━━━ Input material

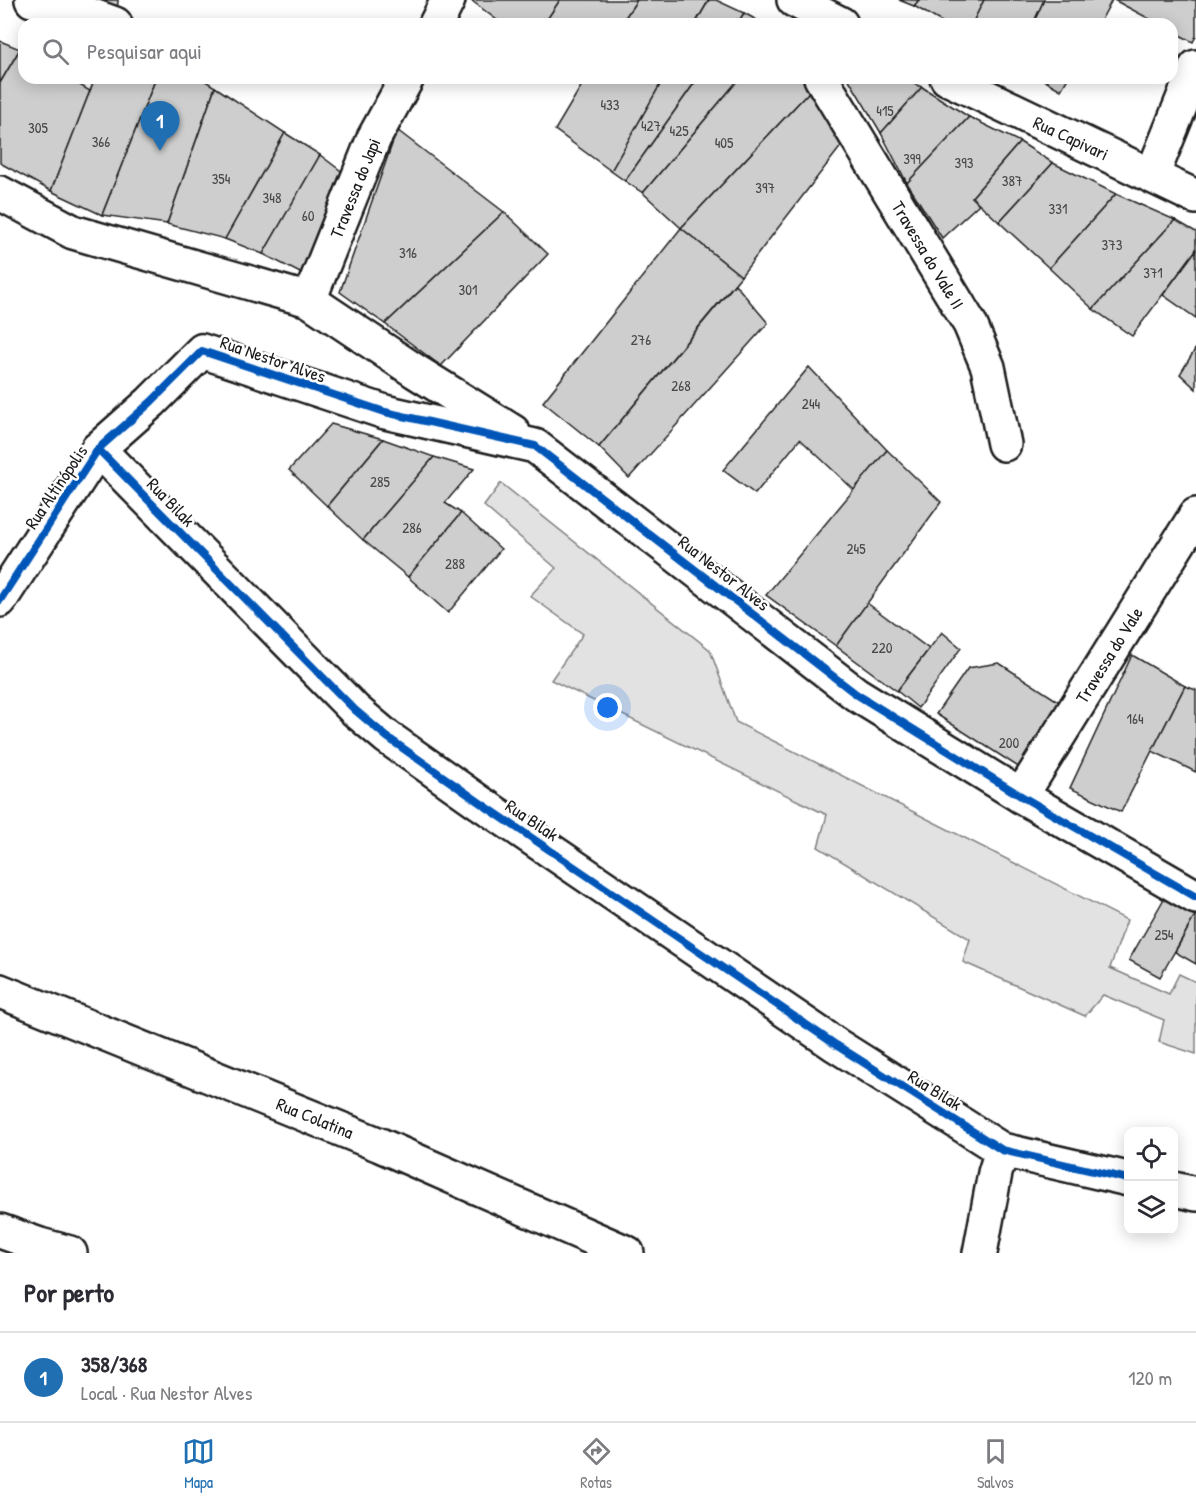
<!DOCTYPE html>
<html lang="pt">
<head>
<meta charset="utf-8">
<style>
	:root { --surface:#fff; --page:#f7f7f7; --text:#2b2b33; --muted:#7c7c81; --line:#e1e1e2; --accent:#1f6fb2 }
	body { margin:0; font-family:"Patrick Hand",sans-serif; background:var(--page); color:var(--text) }
	.controls { position:absolute; right:18px; bottom:18px; display:grid; overflow:hidden; border-radius:12px; box-shadow:0 3px 15px #0003 }
	.controls button { width:54px; height:54px; display:grid; place-items:center; padding:0; border:0; border-bottom:2px solid var(--line); background:var(--surface); color:var(--text); font:30px sans-serif }
	.you { position:absolute; left:608px; top:708px; width:21px; height:21px; margin:-15px; border:4px solid #fff; border-radius:50%; background:#1a73e8; box-shadow:0 0 0 9px #1a73e833 }
	.badge { display:grid; place-items:center; width:39px; height:39px; border-radius:50%; background:var(--accent); color:#fff; font-size:20px; font-weight:700 }
	.pin { position:absolute; translate:-50% -50px; filter:drop-shadow(0 2px 3px #0008) }
	.pin::after { content:''; position:absolute; top:32px; width:21px; height:18px; background:inherit; clip-path:polygon(0 0,100% 0,50% 100%) }
	.list { margin:0; padding:0; list-style:none }
	h2 { display:flex; justify-content:space-between; align-items:center; height:78px; margin:0; padding:0 24px; font-size:26px }
	h2 small { font-size:20px; font-weight:400; color:var(--muted) }
	.list li { display:grid; grid-template-columns:39px 1fr auto; gap:18px; align-items:center; box-sizing:border-box; height:90px; padding:0 24px; border-top:2px solid var(--line) }
	.list b { display:block; font-size:22px; white-space:nowrap }
	.list p { margin:0; font-size:20px; white-space:nowrap; color:var(--muted) }
	.list em { font-size:20px; font-style:normal; color:var(--muted) }
	.icon { flex:none; width:33px; height:33px; fill:none; stroke:currentColor; stroke-width:2; stroke-linecap:round; stroke-linejoin:round }
	.map { position:relative; flex:none; width:1196px; height:1253px; overflow:hidden }
	.search { position:absolute; background:var(--surface); box-shadow:0 3px 15px #0003; left:18px; right:18px; top:18px; height:66px; display:flex; align-items:center; gap:15px; box-sizing:border-box; padding:0 21px; border-radius:18px; color:var(--muted); font-size:22px }
	.sheet { height:168px; background:var(--surface) }
	nav { display:flex; justify-content:space-around; align-items:center; box-sizing:border-box; height:84px; border-top:2px solid var(--line); background:var(--surface); font-size:16px; color:var(--muted) }
	nav a { display:grid; justify-items:center; gap:3px }
	nav .on { color:var(--accent) }
	.map>svg:first-child { display:block }
	.green { fill:#e2e2e2; stroke:#7f7f7f; stroke-width:1.5 }
	.building { fill:#cecece; stroke:#1c1c1c; stroke-width:1.5 }
	.lines { fill:none; stroke-linecap:round; stroke-linejoin:round }
	.minor-casing { stroke:#1c1c1c; stroke-width:38 }
	.minor { stroke:#fff; stroke-width:33 }
	.cycleway-casing { stroke:#fff; stroke-width:11 }
	.cycleway { stroke:#0057b8; stroke-width:8 }
	.labels { text-anchor:middle; dominant-baseline:central; stroke-width:5; stroke-linejoin:round; paint-order:stroke }
	.number-label { font-size:15px; fill:#484848 }
	.street-label { font-size:18px; fill:#1c1c1c; stroke:#fff }
</style>
</head>
<body>
<div class="map">
<svg width="1196" height="1253" viewBox="0 0 1196 1253">
	<rect width="100%" height="100%" fill="#fff"/>
	<filter id="ink" filterUnits="userSpaceOnUse"><feTurbulence type="fractalNoise" baseFrequency=".0167" numOctaves="2"/><feDisplacementMap in="SourceGraphic" scale="12" xChannelSelector="R" yChannelSelector="G"/><feConvolveMatrix kernelMatrix="1 2 1 2 8 2 1 2 1" color-interpolation-filters="sRGB"/></filter>
	<g filter="url(#ink)">
		<!-- green -->
		<polygon class="green" points="501,483 710,650 736,722 1127,920 1110,968 1169,994 1179,974 1196,982 1196,1054 1159,1042 1164,1020 1103,995 1085,1016 963,962 970,939 818,847 827,815 551,680 583,634 530,596 556,568 484,506"/>
		<!-- building -->
		<g class="building">
			<polygon points="66,0 118,0 117,13"/>
			<polygon points="471,0 560,0 544,24 502,24"/>
			<polygon points="560,0 637,0 621,24 544,24"/>
			<polygon points="637,0 709,0 695,24 621,24"/>
			<polygon points="709,0 716,0 744,13 737,24 695,24"/>
			<polygon points="899,0 919,0 914,6"/>
			<polygon points="919,0 984,0 972,24 945,24 914,6"/>
			<polygon points="984,0 1044,0 1033,24 972,24"/>
			<polygon points="1044,0 1112,0 1099,24 1033,24"/>
			<polygon points="1114,0 1196,0 1196,36 1193,42 1172,31 1172,24 1159,24"/>
			<polygon points="744,13 764,24 737,24"/>
			<polygon points="0,41 20,49 0,83"/>
			<polygon points="20,49 24,52 24,78 68,78 90,91 51,191 0,163 0,83"/>
			<polygon points="95,78 156,78 102,215 51,191"/>
			<polygon points="156,78 201,78 215,87 167,224 102,215"/>
			<polygon points="586,78 664,78 611,171 555,130"/>
			<polygon points="664,78 698,78 625,181 611,171"/>
			<polygon points="698,78 740,78 643,193 625,181"/>
			<polygon points="740,78 803,78 810,91 681,228 643,193"/>
			<polygon points="848,78 902,78 922,87 881,133"/>
			<polygon points="1040,78 1068,78 1061,90"/>
			<polygon points="215,87 285,133 225,239 167,224"/>
			<polygon points="922,87 969,117 907,183 881,133"/>
			<polygon points="810,91 842,145 741,276 681,228"/>
			<polygon points="969,117 1020,142 972,197 979,204 942,238 907,183"/>
			<polygon points="397,130 504,212 385,324 340,292"/>
			<polygon points="285,133 320,155 263,254 225,239"/>
			<polygon points="1020,142 1053,163 999,222 972,197"/>
			<polygon points="320,155 349,177 302,274 263,254"/>
			<polygon points="1053,163 1116,194 1049,268 999,222"/>
			<polygon points="1116,194 1175,220 1093,309 1049,268"/>
			<polygon points="504,212 548,254 441,366 385,324"/>
			<polygon points="1175,220 1196,232 1196,250 1132,336 1093,309"/>
			<polygon points="681,228 741,276 599,447 543,402"/>
			<polygon points="1196,250 1196,318 1163,295"/>
			<polygon points="735,284 768,323 629,478 599,447"/>
			<polygon points="1196,348 1196,389 1180,374"/>
			<polygon points="809,367 887,450 854,490 800,439 755,494 723,470"/>
			<polygon points="331,424 383,439 327,506 289,470"/>
			<polygon points="383,439 434,457 363,540 327,506"/>
			<polygon points="887,450 941,502 836,646 766,595"/>
			<polygon points="434,457 474,469 445,503 461,513 408,577 363,540"/>
			<polygon points="461,513 501,549 448,613 408,577"/>
			<polygon points="867,603 929,649 897,691 836,646"/>
			<polygon points="942,632 961,648 918,708 897,691"/>
			<polygon points="1132,655 1185,686 1121,812 1070,788"/>
			<polygon points="999,663 1061,703 1023,770 936,714 968,668"/>
			<polygon points="1185,686 1196,690 1196,772 1152,751"/>
			<polygon points="1165,897 1195,916 1160,977 1129,960"/>
			<polygon points="1195,916 1196,917 1196,964 1175,952"/>
		</g>
		<g class="lines">
			<defs>
				<g id="minor">
					<polyline points="32,0 93,16 115,24"/>
					<polyline points="794,0 841,24"/>
					<polyline points="436,24 448,0"/>
					<polyline points="821,78 970,324 988,367 1004,444"/>
					<polyline points="947,78 1196,197"/>
					<polyline points="1152,176 1196,67"/>
					<polyline points="0,193 73,232 309,300 415,371 513,432"/>
					<polyline points="309,300 374,138 407,78"/>
					<polyline points="98,449 355,710 387,737 479,802 836,1045 1002,1150 1128,1179"/>
					<polyline points="0,600 98,449 151,402 202,351 385,412 535,446 856,694 1021,796 1196,897"/>
					<polyline points="1021,796 1196,515"/>
					<polyline points="0,991 380,1145 627,1253"/>
					<polyline points="1174,1189 1196,1194"/>
					<polyline points="0,1231 40,1245 70,1253"/>
					<polyline points="980,1253 995,1173 1002,1150"/>
				</g>
			</defs>
			<!-- minor casing -->
			<use href="#minor" class="minor-casing"/>
			<!-- minor -->
			<use href="#minor" class="minor"/>
			<defs>
				<g id="cycleway">
					<polyline points="98,449 355,710 387,737 479,802 836,1045 1002,1150 1128,1179"/>
					<polyline points="0,600 98,449 151,402 202,351 385,412 535,446 856,694 1021,796 1196,897"/>
				</g>
			</defs>
			<!-- cycleway casing -->
			<use href="#cycleway" class="cycleway-casing"/>
			<!-- cycleway -->
			<use href="#cycleway" class="cycleway"/>
		</g>
	</g>
	<g class="labels">
		<!-- number labels -->
		<g class="number-label">
			<text x="610" y="104">433</text>
			<text x="885" y="110">415</text>
			<text x="651" y="125">427</text>
			<text x="38" y="127">305</text>
			<text x="679" y="130">425</text>
			<text x="101" y="141">366</text>
			<text x="724" y="142">405</text>
			<text x="912" y="158">399</text>
			<text x="964" y="162">393</text>
			<text x="221" y="178">354</text>
			<text x="1012" y="180">387</text>
			<text x="765" y="187">397</text>
			<text x="272" y="197">348</text>
			<text x="1058" y="208">331</text>
			<text x="308" y="215">60</text>
			<text x="1112" y="244">373</text>
			<text x="408" y="252">316</text>
			<text x="1153" y="272">371</text>
			<text x="468" y="289">301</text>
			<text x="641" y="339">276</text>
			<text x="681" y="385">268</text>
			<text x="811" y="403">244</text>
			<text x="380" y="481">285</text>
			<text x="412" y="527">286</text>
			<text x="856" y="548">245</text>
			<text x="455" y="563">288</text>
			<text x="882" y="647">220</text>
			<text x="1135" y="718">164</text>
			<text x="1009" y="742">200</text>
			<text x="1164" y="934">254</text>
		</g>
		<!-- street labels -->
		<g class="street-label">
			<text transform="translate(1071 138) rotate(25)">Rua Capivari</text>
			<text transform="translate(355 188) rotate(-68)">Travessa do Japi</text>
			<text transform="translate(928 255) rotate(59)">Travessa do Vale II</text>
			<text transform="translate(273 359) rotate(19)">Rua Nestor Alves</text>
			<text transform="translate(56 487) rotate(-56)">Rua Altinópolis</text>
			<text transform="translate(171 502) rotate(46)">Rua Bilak</text>
			<text transform="translate(724 573) rotate(38)">Rua Nestor Alves</text>
			<text transform="translate(1109 655) rotate(-58)">Travessa do Vale</text>
			<text transform="translate(532 820) rotate(34)">Rua Bilak</text>
			<text transform="translate(935 1090) rotate(32)">Rua Bilak</text>
			<text transform="translate(315 1118) rotate(22)">Rua Colatina</text>
		</g>
	</g>
</svg>
<div class="controls">
<button><svg class="icon" aria-label="locate" viewBox="0 0 24 24"><circle cx="12" cy="12" r="6"/><path d="M12 2v4M12 18v4M2 12h4M18 12h4"/></svg></button>
<button><svg class="icon" aria-label="layers" viewBox="0 0 24 24"><path d="M12 4l9 5-9 5-9-5zM3 14l9 5 9-5"/></svg></button>
</div>
<div class="you"></div>
<div class="pin badge" style="left:160px;top:151px">1</div>
<div class="search"><svg class="icon" aria-label="search" viewBox="0 0 24 24"><circle cx="10" cy="10" r="6"/><path d="M15 15l6 6"/></svg>Pesquisar aqui</div>
</div>
<section class="sheet">
<h2>Por perto<small></small></h2>
<ul class="list">
<li><span class="badge">1</span><div><b>358/368</b><p>Local · Rua Nestor Alves</p></div><em>120 m</em></li>
</ul>
</section>
<nav>
<a class="on"><svg class="icon" aria-label="map" viewBox="0 0 24 24"><path d="M3 6l6-2 6 2 6-2v14l-6 2-6-2-6 2zM9 4v14M15 6v14"/></svg>Mapa</a>
<a><svg class="icon" aria-label="directions" viewBox="0 0 24 24"><path d="M12 3l9 9-9 9-9-9zM9 14v-3h6M13 9l2 2-2 2"/></svg>Rotas</a>
<a><svg class="icon" aria-label="saved" viewBox="0 0 24 24"><path d="M7 4h10v16l-5-4-5 4z"/></svg>Salvos</a>
</nav>
</body>
</html>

━━━━━━

→ **Work instructions**
Only lines of the data holding the word "hidden" go in the answer. Please copy each of them.

→ **Final answer**
	.controls { position:absolute; right:18px; bottom:18px; display:grid; overflow:hidden; border-radius:12px; box-shadow:0 3px 15px #0003 }
	.map { position:relative; flex:none; width:1196px; height:1253px; overflow:hidden }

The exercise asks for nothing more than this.